As we progress in the spiritual journey the mercy of God limits our escape hatches, forcing us to sit in the agony of our limited self, trying us by fire. The process of purification can be so agonizing that Teresa of Avila said, “If this is how God treats God’s friends, I wouldn’t want to be God’s enemy!”

But this truly is a severe mercy. Because as we are refined by this fire, we do in fact emerge a little more golden. We find that there is a third way. We discover we’re not so limited after all. I am neither defined by 1) the negative, misinformed, skewed perceptions of others and 2) I’m not defined by their positive, affirming, and approving perceptions either. The same is true for not being defined by 1) what I have or 2) what I don’t have or 1) what I do or 2) what I don’t do. 

There’s a third option.

I am me. And that is enough. 

The me I truly am, my bigger self, is actually Christ in me. And when I am rooted and grounded in this divine identity, I am truly free. Free of being defined by the limitations of power, security, and affection. Hello expansive, unlimited self. 

The spiritual journey is about discovering that our identity transcends the limitations of our personality. Actually our identity is beyond comprehension. We are virtually unlimited, because we originate from an unlimited God. 

We are good.

And our capacity for goodness is off the charts. Why? Because we have Divine DNA. Like Jesus, we are children of God!
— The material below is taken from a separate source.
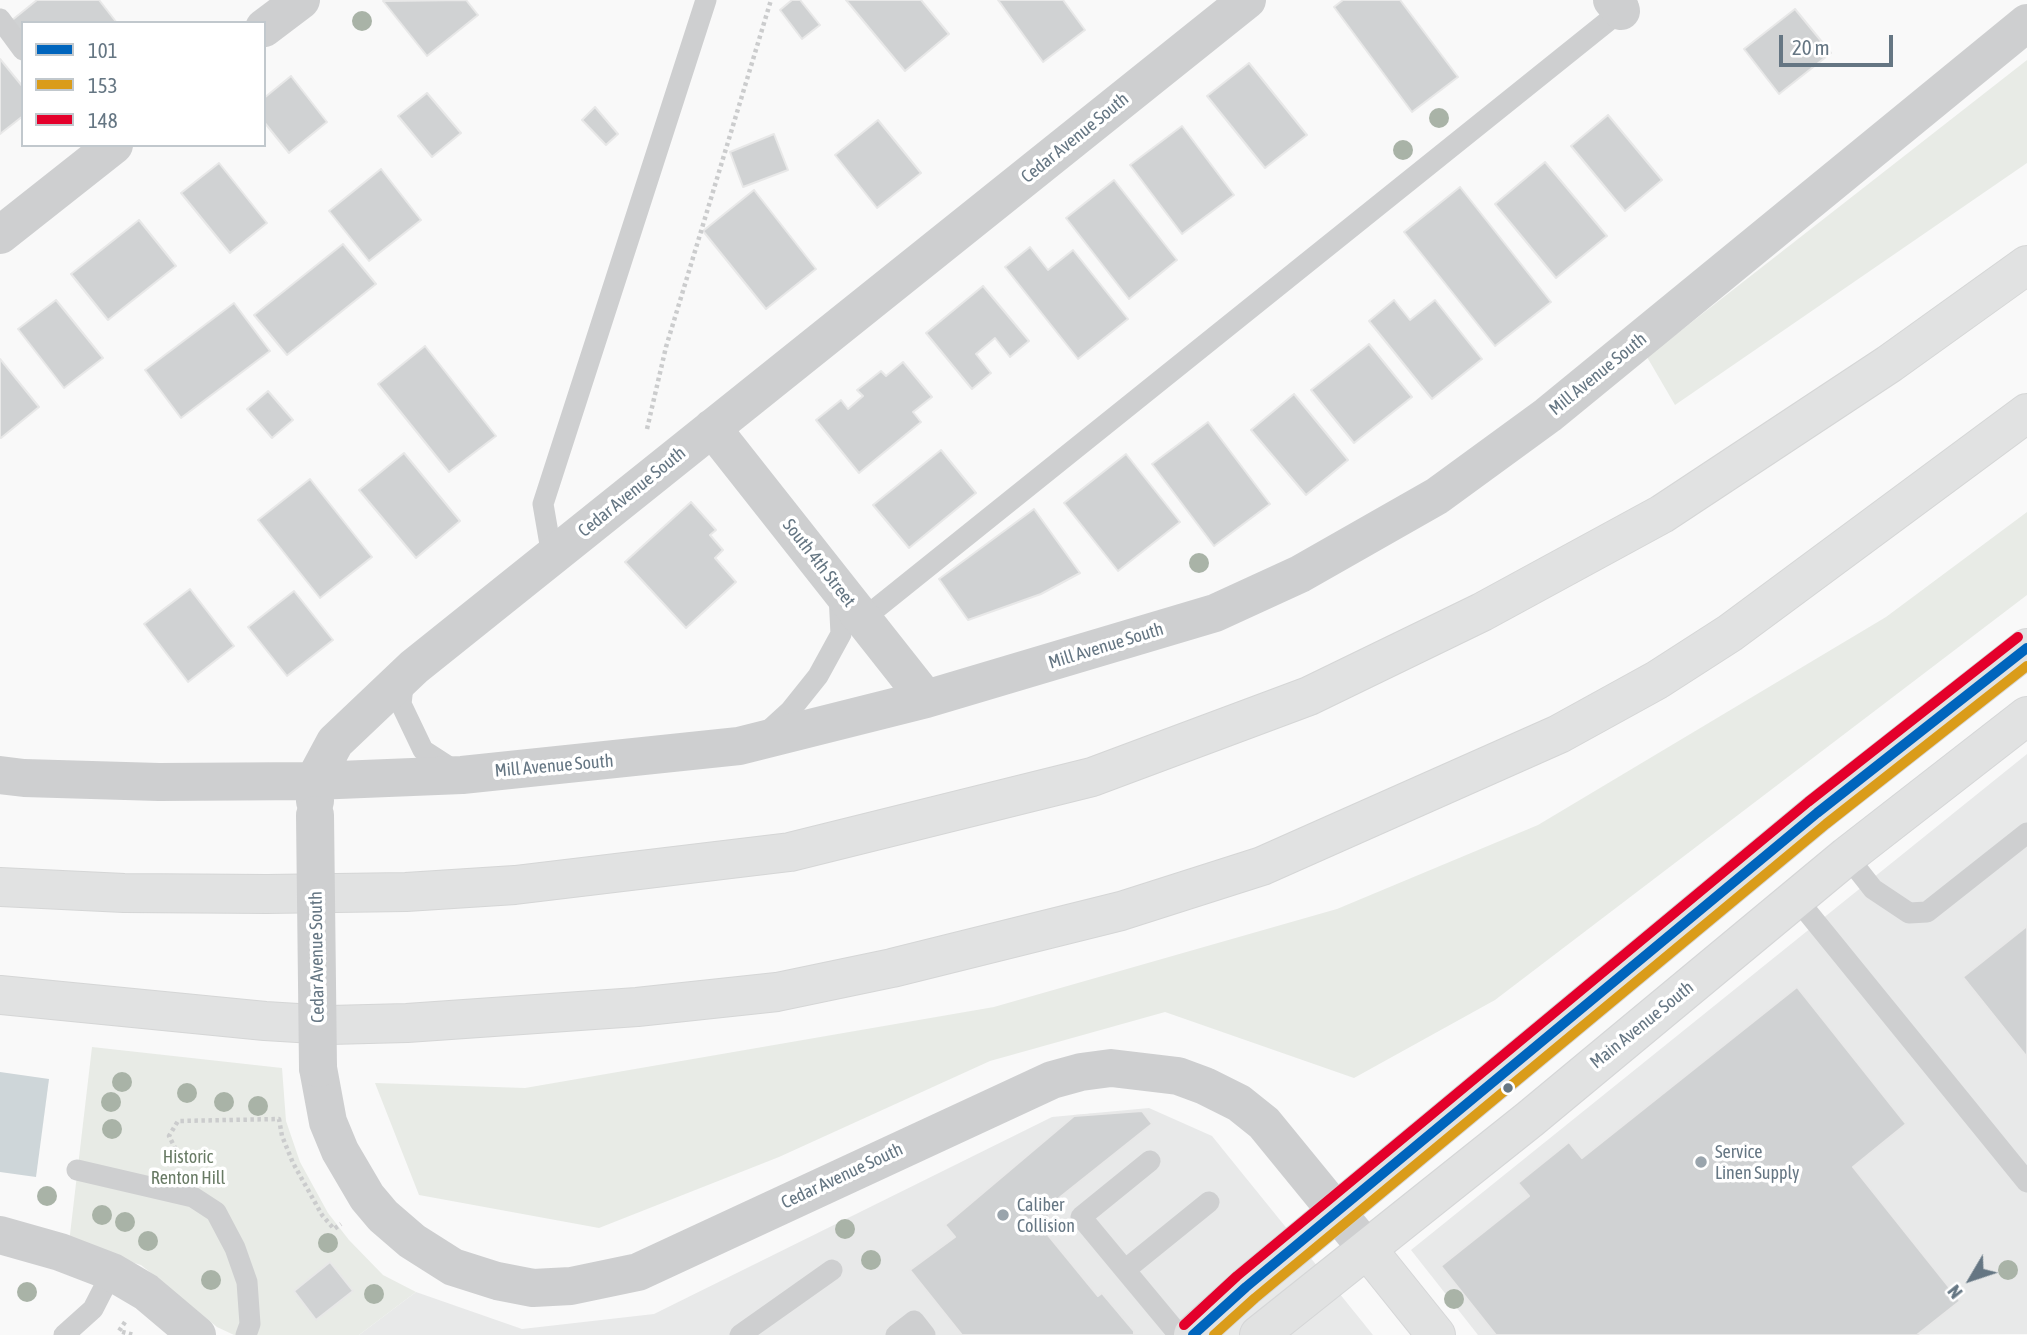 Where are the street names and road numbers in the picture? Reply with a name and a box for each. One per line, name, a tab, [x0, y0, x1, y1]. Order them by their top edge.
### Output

Grasp that for a moment. Let it sink in…

You are a child of the Divine Mystery from which all things are born and to whom all things return!

And Jesus, our teacher who grasped his identity as the Son of God and emboldens us to do the same, said we would do even greater things than he. So let’s get on with it!

Who we are transcends everything that threatens to define us: our material possessions or lack thereof; our work and success or lack of work and failure; and the positive and negative opinions of others.

For sure awakening and expanding is messy. The journey from our constricted self to our expansive self is most definitely not a straight line. But unfortunately, western society is overly identified with the rational mind which likes straight lines and clear steps forward or upward. And so too often, religious people ascribe such a pattern to the spiritual life.

This leads to disappointment at the least with oneself or others, and at its worse, the belief that transformation or sanctification is a linear progression leads to judgment, shaming, and shunning of people who have dramatic descents that impact others.

Let us remember that we are good. And our momentary setbacks are just that—momentary. Our descents and struggles are experiences of severe mercy on the journey to freedom. Falling is a necessary experience when learning to fly.